Their mantelpiece had a photograph on each end, one of him, one of Joan. He went for Joan’s picture but reached out clumsily for it, knocking it to the floor and smashing the glass into myriad fragments. He fell into the nearest armchair and broke his heart again. He gulped once more. His head began to reel. The extremes of emotion that he had endured that day conspired with the drink and soon he was asleep and snoring loudly.

He woke an hour later, his head throbbing. He refilled his glass and sat down again. It was night by now but the darkness cocooned him, making him feel strangely remote from the deeds done in daylight. He half heard a car draw up on the gravel outside, and the slamming of a single car door. He lifted his swimming head and tried his best to steady the room and focus his thoughts. He heard a key in the door and then the irritating squeak of the hinge that he had been meaning to oil for several weeks. ‘It must be Naomi,’ he thought, ‘Whatever am I going to tell her?’

A hand pushed open the lounge door and reached inside for the light switch. The door continued to swing, revealing fully the owner of the hand.

‘Oh my God!’ shouted Alan.

‘I’m sorry, dear; I didn’t mean to startle you. Why were you sitting in the dark? Oh, you’ve been drinking, and rather heavily, by the looks of things.’

Alan sat forward on the edge of the chair. He shook his head and rubbed his eyes. He opened them again and focussed on the woman before him. Horrified, he was momentarily speechless, then he blurted out, ‘Joan! But I thought you–’

‘You’ll never guess what arrived in the post today, dear,’ she said, far too excited to pay attention to the sudden and deathly pallor of his face or the consternation in his speech.
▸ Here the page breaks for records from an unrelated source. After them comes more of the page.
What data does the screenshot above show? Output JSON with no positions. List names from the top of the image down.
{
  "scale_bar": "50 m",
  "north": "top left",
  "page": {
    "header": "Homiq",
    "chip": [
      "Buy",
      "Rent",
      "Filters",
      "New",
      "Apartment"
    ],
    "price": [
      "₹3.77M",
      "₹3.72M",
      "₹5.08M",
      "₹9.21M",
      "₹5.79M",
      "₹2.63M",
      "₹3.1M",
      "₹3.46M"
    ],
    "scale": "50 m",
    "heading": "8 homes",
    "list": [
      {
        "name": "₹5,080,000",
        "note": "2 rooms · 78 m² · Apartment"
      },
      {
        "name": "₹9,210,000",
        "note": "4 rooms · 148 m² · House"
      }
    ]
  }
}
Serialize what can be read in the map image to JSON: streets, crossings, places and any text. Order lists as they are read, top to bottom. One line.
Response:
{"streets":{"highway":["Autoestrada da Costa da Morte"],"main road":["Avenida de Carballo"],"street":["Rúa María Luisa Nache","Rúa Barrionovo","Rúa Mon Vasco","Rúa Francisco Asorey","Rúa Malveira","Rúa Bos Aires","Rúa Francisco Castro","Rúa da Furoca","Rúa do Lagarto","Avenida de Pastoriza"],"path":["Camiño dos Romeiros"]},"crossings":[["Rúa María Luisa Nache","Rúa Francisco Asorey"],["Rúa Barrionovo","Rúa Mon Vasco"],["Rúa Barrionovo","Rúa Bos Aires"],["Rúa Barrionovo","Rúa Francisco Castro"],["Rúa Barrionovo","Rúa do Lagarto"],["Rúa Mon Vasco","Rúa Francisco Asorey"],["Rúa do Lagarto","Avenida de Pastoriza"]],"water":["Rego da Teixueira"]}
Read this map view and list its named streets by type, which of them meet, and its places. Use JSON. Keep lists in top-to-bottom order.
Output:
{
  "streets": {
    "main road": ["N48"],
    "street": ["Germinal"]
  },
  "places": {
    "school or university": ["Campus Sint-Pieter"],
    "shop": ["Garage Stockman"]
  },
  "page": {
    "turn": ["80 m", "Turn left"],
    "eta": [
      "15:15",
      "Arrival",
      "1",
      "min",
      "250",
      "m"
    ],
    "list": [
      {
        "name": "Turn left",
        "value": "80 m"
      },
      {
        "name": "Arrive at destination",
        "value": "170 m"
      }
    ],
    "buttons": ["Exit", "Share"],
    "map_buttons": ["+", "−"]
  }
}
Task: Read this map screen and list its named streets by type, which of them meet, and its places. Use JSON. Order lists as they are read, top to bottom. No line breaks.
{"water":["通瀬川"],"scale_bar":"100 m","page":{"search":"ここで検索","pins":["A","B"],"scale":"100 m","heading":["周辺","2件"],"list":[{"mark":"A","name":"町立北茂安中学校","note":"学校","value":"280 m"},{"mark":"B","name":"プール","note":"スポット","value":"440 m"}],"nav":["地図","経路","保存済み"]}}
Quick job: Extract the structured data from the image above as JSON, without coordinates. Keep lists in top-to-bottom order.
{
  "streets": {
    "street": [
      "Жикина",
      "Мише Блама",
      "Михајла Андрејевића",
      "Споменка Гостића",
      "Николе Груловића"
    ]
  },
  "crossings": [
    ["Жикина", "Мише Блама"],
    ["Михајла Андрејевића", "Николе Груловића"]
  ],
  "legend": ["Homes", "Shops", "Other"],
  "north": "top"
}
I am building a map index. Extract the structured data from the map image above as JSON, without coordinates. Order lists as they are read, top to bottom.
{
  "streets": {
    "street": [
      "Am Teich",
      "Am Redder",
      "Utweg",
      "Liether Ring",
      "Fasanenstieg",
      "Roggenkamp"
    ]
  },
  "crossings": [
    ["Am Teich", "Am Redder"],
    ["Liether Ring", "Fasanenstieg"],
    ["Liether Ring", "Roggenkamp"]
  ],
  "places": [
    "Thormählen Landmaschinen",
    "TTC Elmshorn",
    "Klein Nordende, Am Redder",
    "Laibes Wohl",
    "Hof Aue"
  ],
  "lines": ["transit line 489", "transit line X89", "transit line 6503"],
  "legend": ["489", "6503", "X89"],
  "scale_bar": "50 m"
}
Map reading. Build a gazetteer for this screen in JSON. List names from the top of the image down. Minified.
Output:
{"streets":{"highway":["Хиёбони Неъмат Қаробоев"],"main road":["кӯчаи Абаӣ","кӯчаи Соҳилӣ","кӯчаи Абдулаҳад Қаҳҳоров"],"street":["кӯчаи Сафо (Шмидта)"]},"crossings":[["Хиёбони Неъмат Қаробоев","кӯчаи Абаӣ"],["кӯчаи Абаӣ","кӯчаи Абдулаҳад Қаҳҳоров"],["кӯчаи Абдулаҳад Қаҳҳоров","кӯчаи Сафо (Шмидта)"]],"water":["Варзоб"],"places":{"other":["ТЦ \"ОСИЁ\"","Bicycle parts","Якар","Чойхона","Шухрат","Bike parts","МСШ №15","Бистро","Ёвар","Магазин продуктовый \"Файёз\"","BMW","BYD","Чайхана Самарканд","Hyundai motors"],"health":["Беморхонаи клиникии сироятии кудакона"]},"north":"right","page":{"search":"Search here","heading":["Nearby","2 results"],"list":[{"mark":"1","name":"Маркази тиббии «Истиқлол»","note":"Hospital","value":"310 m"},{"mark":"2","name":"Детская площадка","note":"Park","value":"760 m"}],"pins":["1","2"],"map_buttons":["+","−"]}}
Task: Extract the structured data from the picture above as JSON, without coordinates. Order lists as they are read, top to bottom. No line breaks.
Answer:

She slipped back into the hallway to remove and hang up her coat.

‘But you’re–’

She continued her excited babble as she walked back into the lounge, ‘It appears that when my mother gave me up for adoption she also gave up a twin – an identical twin!’ she clapped her hands in ecstasy. ‘Can you believe it?’ she asked, barely looking at him.

‘But you’re–’

‘I have a twin sister! An identical twin sister! A letter came from her today. She found out about me from her adoptive mother and traced me. She sent me a photograph.’ She rummaged in her handbag for the letter, took the photograph from the envelope and thrust it in front of his disbelieving face. He took it from her tentatively. She returned to her babble, ‘We’re so alike, don’t you think? Look, she even has the same hairstyle and the same shade of lipstick. Isn’t that amazing?’

‘Then…it wasn’t…you?’

‘What? No, of course not, it’s her, my identical twin sister! Anyway, she said in the letter that she was coming to town today – today, dear, can you believe that? Her husband – his name’s John, oh, and hers is Jenny – her husband is catching a train from London after a meeting he has to attend. They’re staying at the Collingwood. John and Jenny Smith – isn’t that rather lovely? Anyway, they hope we’ll make contact and meet them tomorrow but they quite understand if we feel awkward about it.’ She paused for breath. Finally, she saw the blackness in his face. ‘Are you all right, dear?’ she asked him, ‘Is there something wrong?’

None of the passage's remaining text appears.